What are the cost benefits of using an EV and charging at home?

What are the cost benefits of using an EV and charging at home?
Sarah Clements & Oliver Robinson

Written By

Sarah Clements & Oliver Robinson
Element Energy

Lots of people want to buy an EV but are put off by their higher upfront costs – this new tech is often more expensive than comparable conventional vehicles. However, new EVs are eligible for the Plug-in Car Grant of up to £3,000, which is either applied to the purchase price if bought outright or included in the monthly lease payments. This helps to bring the upfront cost of EVs down to a level comparable with many conventional vehicles. On top of this, using electricity as a fuel is significantly cheaper per mile than petrol and diesel so when considering the total lifetime costs, EVs can be substantially cheaper.

The charts below show a simple comparison of the cost of leasing two car models over 48 months – a Ford Focus (a conventional petrol car) and a Nissan Leaf (an EV).
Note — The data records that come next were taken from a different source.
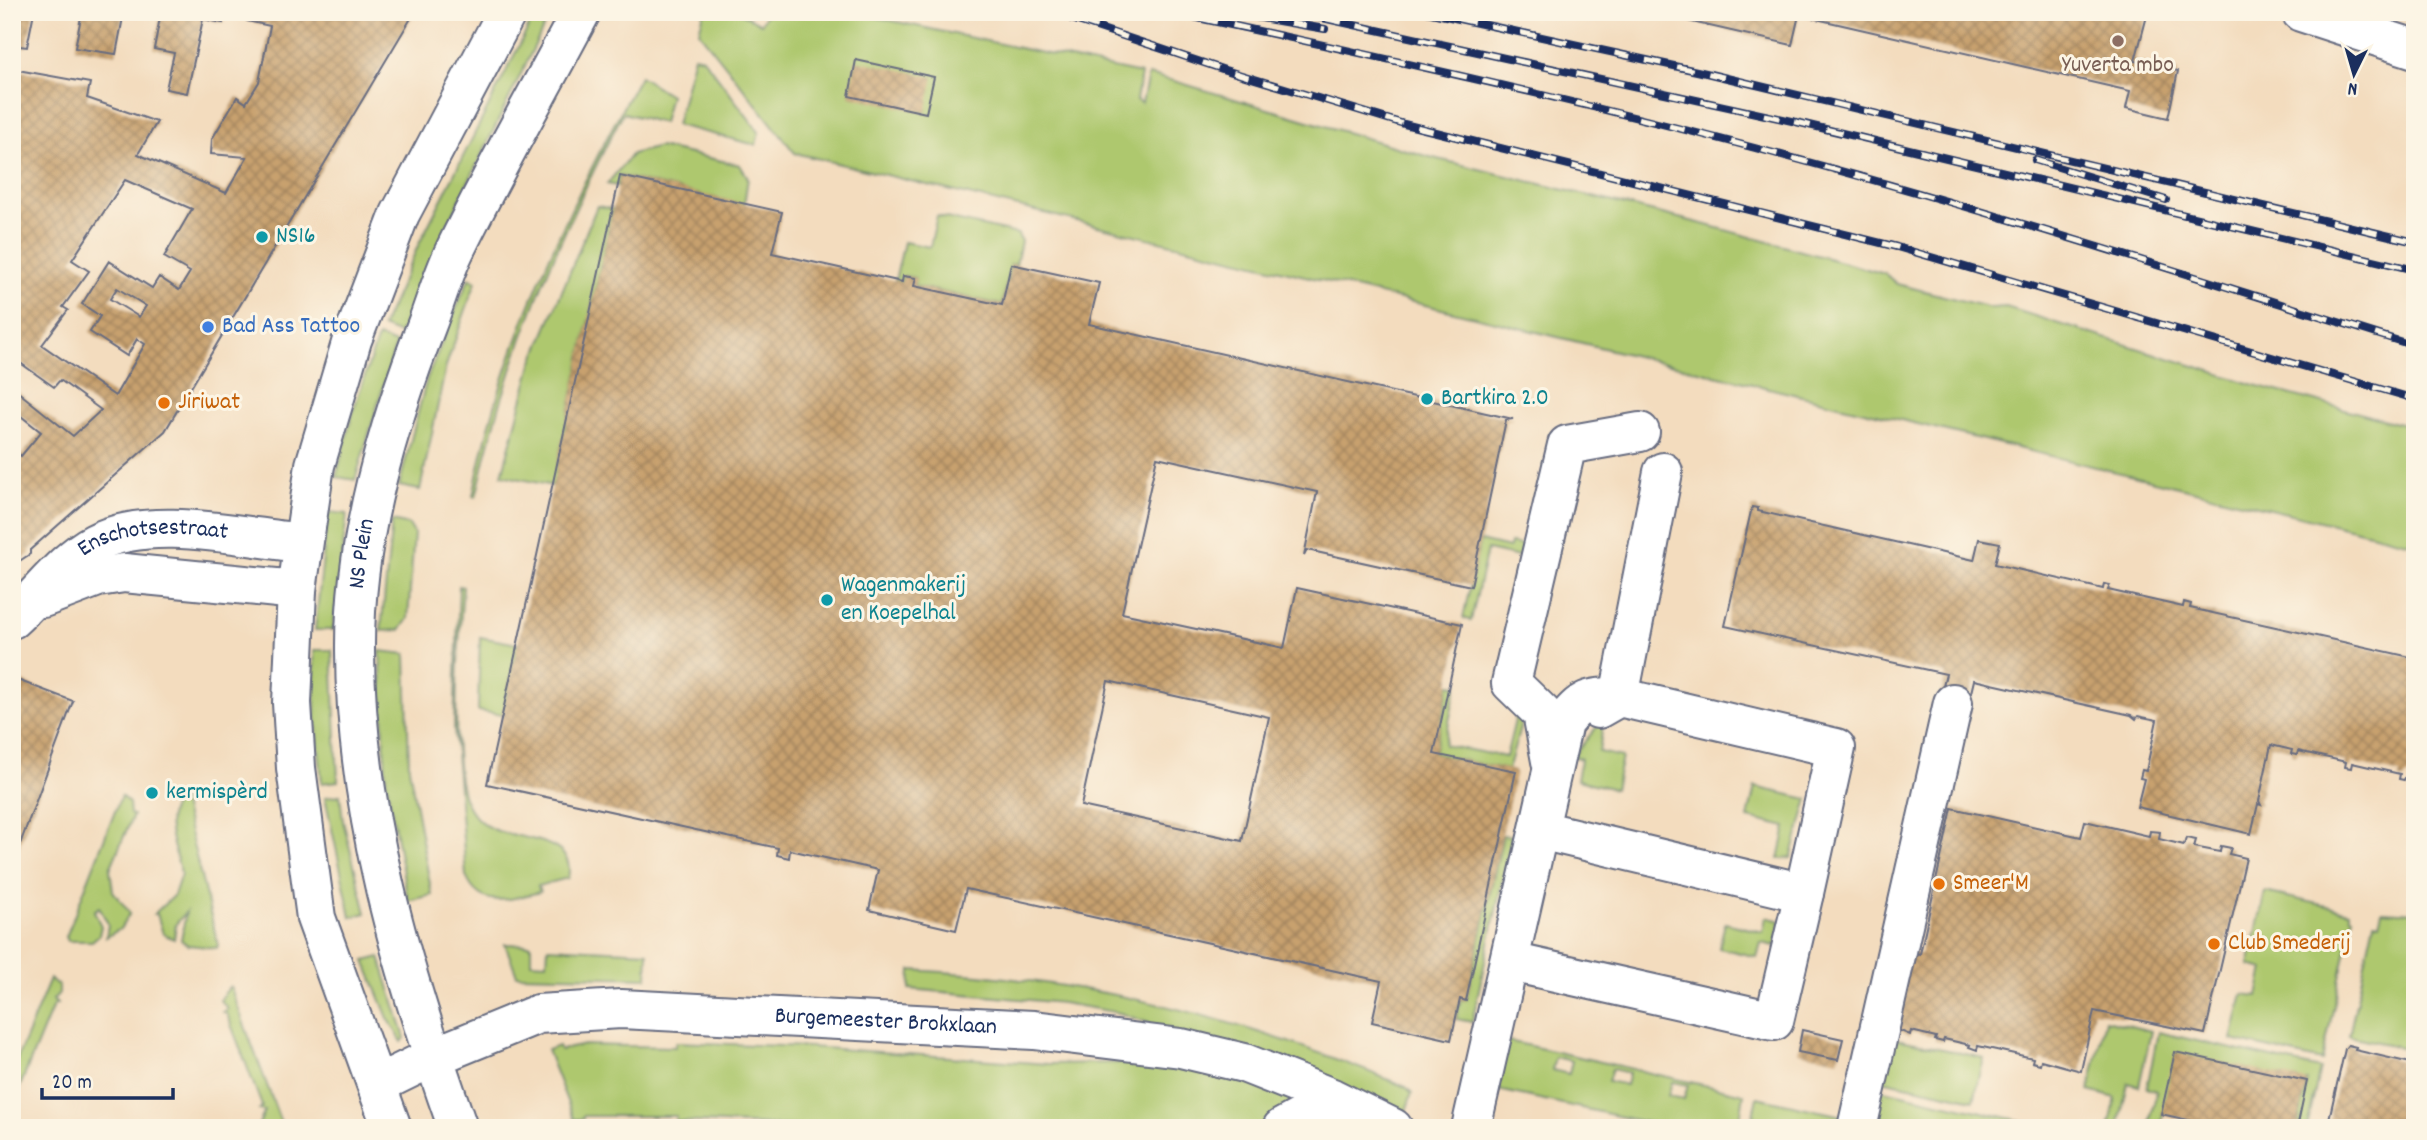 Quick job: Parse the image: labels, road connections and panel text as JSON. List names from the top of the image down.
{
  "streets": {
    "street": ["Enschotsestraat", "NS Plein", "Burgemeester Brokxlaan"]
  },
  "crossings": [
    ["NS Plein", "Burgemeester Brokxlaan"]
  ],
  "places": [
    "Yuverta mbo",
    "NS16",
    "Bad Ass Tattoo",
    "Bartkira 2.0",
    "Jiriwat",
    "Wagenmakerij en Koepelhal",
    "kermispèrd",
    "Smeer'M",
    "Club Smederij"
  ],
  "scale_bar": "20 m",
  "north": "bottom"
}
The three bars on the left represent the costs of a vehicle that is leased for private use and driven 10,000 miles per year. The three bars on the right represent a vehicle with a business lease driving 20,000 miles per year.
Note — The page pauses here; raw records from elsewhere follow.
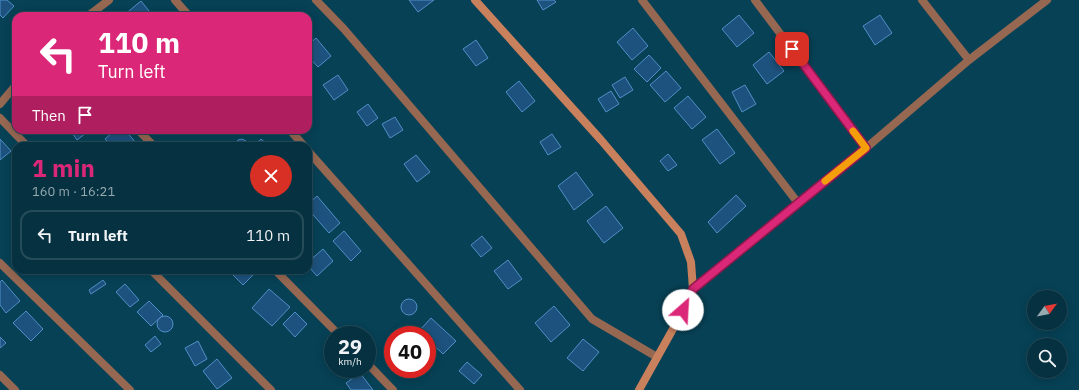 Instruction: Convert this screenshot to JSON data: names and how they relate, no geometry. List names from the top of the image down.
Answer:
{
  "north": "top right",
  "page": {
    "turn": ["110 m", "Turn left"],
    "then": "Then",
    "heading": ["1 min", "160 m · 16:21"],
    "list": [
      {
        "name": "Turn left",
        "value": "110 m"
      }
    ],
    "speed": "29 km/h",
    "limit": "40"
  }
}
*For the Nissan Leaf this includes the Plug-in Car Grant

Personal leasing comparison

As can be seen from the dark and light blue bars, the upfront and monthly payments for the Leaf are slightly higher than for the Focus, even including the £3,000 Plug-in Car Grant. However, when you add in the fuel costs and other charges the total cost of the Leaf is £2,043 - £2,403 cheaper overall across 48 months, depending on whether the car is charged off-street at home or on-street through the Trojan system.

Business leasing comparison

Drivers that use their car for business tend to drive further and as a result fuel costs make up a larger share of the total costs. A Ford Focus driving 20,000 miles per year would cost £3,126 - £4,415 more than a Nissan Leaf covering the same distance over 48 months.

The savings will be even larger if ‘Benefit in Kind’ (BiK) tax is included, since EVs currently do not pay this tax while conventional vehicles do. In 2021 EVs will begin to pay this, but at a rate of 1% rising to 2% the year after - significantly lower than for petrol or diesel alternatives. The additional cost of this tax can be substantial - a driver in the 20% income tax bracket would pay an extra £1,358 per year for the Focus. For a person paying 40% income tax, the BiK would be twice that much, making the Leaf a significantly cheaper option.

*Personal contract 10,000miles/year, Nissan Leaf using Trojan Energy system

Cumulative cost comparison

The chart above shows that despite the higher leasing costs of the Nissan Leaf, the total costs for using it are lower than the Ford Focus from the very first month. This is because in the first month, the Focus would need to pay £1,832 (£175 vehicle registration tax, £82 in petrol and the £1,575 upfront leasing cost), while the Leaf would pay £1,713 (£48 in electricity and £1,665 for the upfront leasing cost).

Each subsequent month the Focus costs more in petrol than the Leaf does in electricity, and the difference in fuel costs is significantly more than the difference in monthly leasing costs for the two cars. The Ford will also need to pay £150 each year in vehicle tax, further increasing the gap in total costs with the Leaf. By the end of the 4-year period these cost differences add up, making the EV about £2,000 cheaper overall.

Fuel cost comparison

We can calculate the fuel costs per mile by dividing the total fuel costs by the total distance driven over the four years. This produces fuel costs for the Ford of 10p/mile for both the private and business users over the 48-month period. The Leaf on the other hand would cost just 3.5p/mile if charged at home or 6p/mile using the Trojan Energy charging system. We’ve used the manufacturers’ official fuel and electricity consumption figures here. But in practice, real world consumption will be slightly higher making the difference between fuel and electricity costs even larger.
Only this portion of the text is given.